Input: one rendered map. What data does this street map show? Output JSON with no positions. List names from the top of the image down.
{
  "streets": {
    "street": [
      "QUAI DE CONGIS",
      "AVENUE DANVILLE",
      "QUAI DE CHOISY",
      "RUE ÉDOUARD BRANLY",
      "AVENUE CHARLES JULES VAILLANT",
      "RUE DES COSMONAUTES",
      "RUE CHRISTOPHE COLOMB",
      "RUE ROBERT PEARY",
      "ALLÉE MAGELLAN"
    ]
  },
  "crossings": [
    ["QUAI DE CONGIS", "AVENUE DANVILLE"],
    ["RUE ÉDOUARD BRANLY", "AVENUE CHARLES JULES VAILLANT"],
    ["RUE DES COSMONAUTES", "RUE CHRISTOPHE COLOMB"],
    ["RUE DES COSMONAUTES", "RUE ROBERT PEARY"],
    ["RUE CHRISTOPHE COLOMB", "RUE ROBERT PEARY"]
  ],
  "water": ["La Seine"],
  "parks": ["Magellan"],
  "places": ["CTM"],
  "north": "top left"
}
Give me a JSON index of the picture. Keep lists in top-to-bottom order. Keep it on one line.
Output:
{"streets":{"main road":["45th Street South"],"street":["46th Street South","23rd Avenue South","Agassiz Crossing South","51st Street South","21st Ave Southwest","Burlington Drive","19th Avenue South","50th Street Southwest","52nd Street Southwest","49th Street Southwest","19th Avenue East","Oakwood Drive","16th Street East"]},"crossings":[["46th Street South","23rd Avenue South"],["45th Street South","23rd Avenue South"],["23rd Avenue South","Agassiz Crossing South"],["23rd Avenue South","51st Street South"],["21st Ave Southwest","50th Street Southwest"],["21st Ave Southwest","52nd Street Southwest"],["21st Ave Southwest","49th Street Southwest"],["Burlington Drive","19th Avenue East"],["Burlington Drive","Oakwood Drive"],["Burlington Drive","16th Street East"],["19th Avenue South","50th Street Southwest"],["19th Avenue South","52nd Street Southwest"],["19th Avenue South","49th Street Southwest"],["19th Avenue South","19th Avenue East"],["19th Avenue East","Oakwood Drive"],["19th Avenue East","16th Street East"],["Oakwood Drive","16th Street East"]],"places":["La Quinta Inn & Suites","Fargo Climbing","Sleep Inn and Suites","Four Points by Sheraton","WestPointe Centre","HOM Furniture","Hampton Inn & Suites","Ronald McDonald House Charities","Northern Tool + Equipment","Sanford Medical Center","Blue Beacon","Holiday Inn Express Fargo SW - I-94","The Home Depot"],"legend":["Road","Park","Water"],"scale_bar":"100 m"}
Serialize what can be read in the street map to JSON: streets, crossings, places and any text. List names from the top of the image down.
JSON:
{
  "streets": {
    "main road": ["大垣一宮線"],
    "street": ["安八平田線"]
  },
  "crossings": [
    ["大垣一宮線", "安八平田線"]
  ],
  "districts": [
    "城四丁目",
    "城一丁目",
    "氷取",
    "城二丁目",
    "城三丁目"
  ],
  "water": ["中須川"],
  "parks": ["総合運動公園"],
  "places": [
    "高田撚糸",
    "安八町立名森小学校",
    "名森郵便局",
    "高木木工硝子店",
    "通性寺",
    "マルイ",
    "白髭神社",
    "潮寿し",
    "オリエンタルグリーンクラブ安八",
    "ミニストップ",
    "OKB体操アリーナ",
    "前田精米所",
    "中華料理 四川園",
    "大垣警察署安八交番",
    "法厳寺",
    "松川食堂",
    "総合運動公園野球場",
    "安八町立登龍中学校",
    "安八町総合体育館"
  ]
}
::::
# [TASK]
Write out each entry again, character for character.

# [ANSWER SPACE]
Input: one rendered map. What data does this street map show? Output JSON with no positions. List names from the top of the image down.
{
  "streets": {
    "street": [
      "QUAI DE CONGIS",
      "AVENUE DANVILLE",
      "QUAI DE CHOISY",
      "RUE ÉDOUARD BRANLY",
      "AVENUE CHARLES JULES VAILLANT",
      "RUE DES COSMONAUTES",
      "RUE CHRISTOPHE COLOMB",
      "RUE ROBERT PEARY",
      "ALLÉE MAGELLAN"
    ]
  },
  "crossings": [
    ["QUAI DE CONGIS", "AVENUE DANVILLE"],
    ["RUE ÉDOUARD BRANLY", "AVENUE CHARLES JULES VAILLANT"],
    ["RUE DES COSMONAUTES", "RUE CHRISTOPHE COLOMB"],
    ["RUE DES COSMONAUTES", "RUE ROBERT PEARY"],
    ["RUE CHRISTOPHE COLOMB", "RUE ROBERT PEARY"]
  ],
  "water": ["La Seine"],
  "parks": ["Magellan"],
  "places": ["CTM"],
  "north": "top left"
}
Give me a JSON index of the picture. Keep lists in top-to-bottom order. Keep it on one line.
Output:
{"streets":{"main road":["45th Street South"],"street":["46th Street South","23rd Avenue South","Agassiz Crossing South","51st Street South","21st Ave Southwest","Burlington Drive","19th Avenue South","50th Street Southwest","52nd Street Southwest","49th Street Southwest","19th Avenue East","Oakwood Drive","16th Street East"]},"crossings":[["46th Street South","23rd Avenue South"],["45th Street South","23rd Avenue South"],["23rd Avenue South","Agassiz Crossing South"],["23rd Avenue South","51st Street South"],["21st Ave Southwest","50th Street Southwest"],["21st Ave Southwest","52nd Street Southwest"],["21st Ave Southwest","49th Street Southwest"],["Burlington Drive","19th Avenue East"],["Burlington Drive","Oakwood Drive"],["Burlington Drive","16th Street East"],["19th Avenue South","50th Street Southwest"],["19th Avenue South","52nd Street Southwest"],["19th Avenue South","49th Street Southwest"],["19th Avenue South","19th Avenue East"],["19th Avenue East","Oakwood Drive"],["19th Avenue East","16th Street East"],["Oakwood Drive","16th Street East"]],"places":["La Quinta Inn & Suites","Fargo Climbing","Sleep Inn and Suites","Four Points by Sheraton","WestPointe Centre","HOM Furniture","Hampton Inn & Suites","Ronald McDonald House Charities","Northern Tool + Equipment","Sanford Medical Center","Blue Beacon","Holiday Inn Express Fargo SW - I-94","The Home Depot"],"legend":["Road","Park","Water"],"scale_bar":"100 m"}
Serialize what can be read in the street map to JSON: streets, crossings, places and any text. List names from the top of the image down.
JSON:
{
  "streets": {
    "main road": ["大垣一宮線"],
    "street": ["安八平田線"]
  },
  "crossings": [
    ["大垣一宮線", "安八平田線"]
  ],
  "districts": [
    "城四丁目",
    "城一丁目",
    "氷取",
    "城二丁目",
    "城三丁目"
  ],
  "water": ["中須川"],
  "parks": ["総合運動公園"],
  "places": [
    "高田撚糸",
    "安八町立名森小学校",
    "名森郵便局",
    "高木木工硝子店",
    "通性寺",
    "マルイ",
    "白髭神社",
    "潮寿し",
    "オリエンタルグリーンクラブ安八",
    "ミニストップ",
    "OKB体操アリーナ",
    "前田精米所",
    "中華料理 四川園",
    "大垣警察署安八交番",
    "法厳寺",
    "松川食堂",
    "総合運動公園野球場",
    "安八町立登龍中学校",
    "安八町総合体育館"
  ]
}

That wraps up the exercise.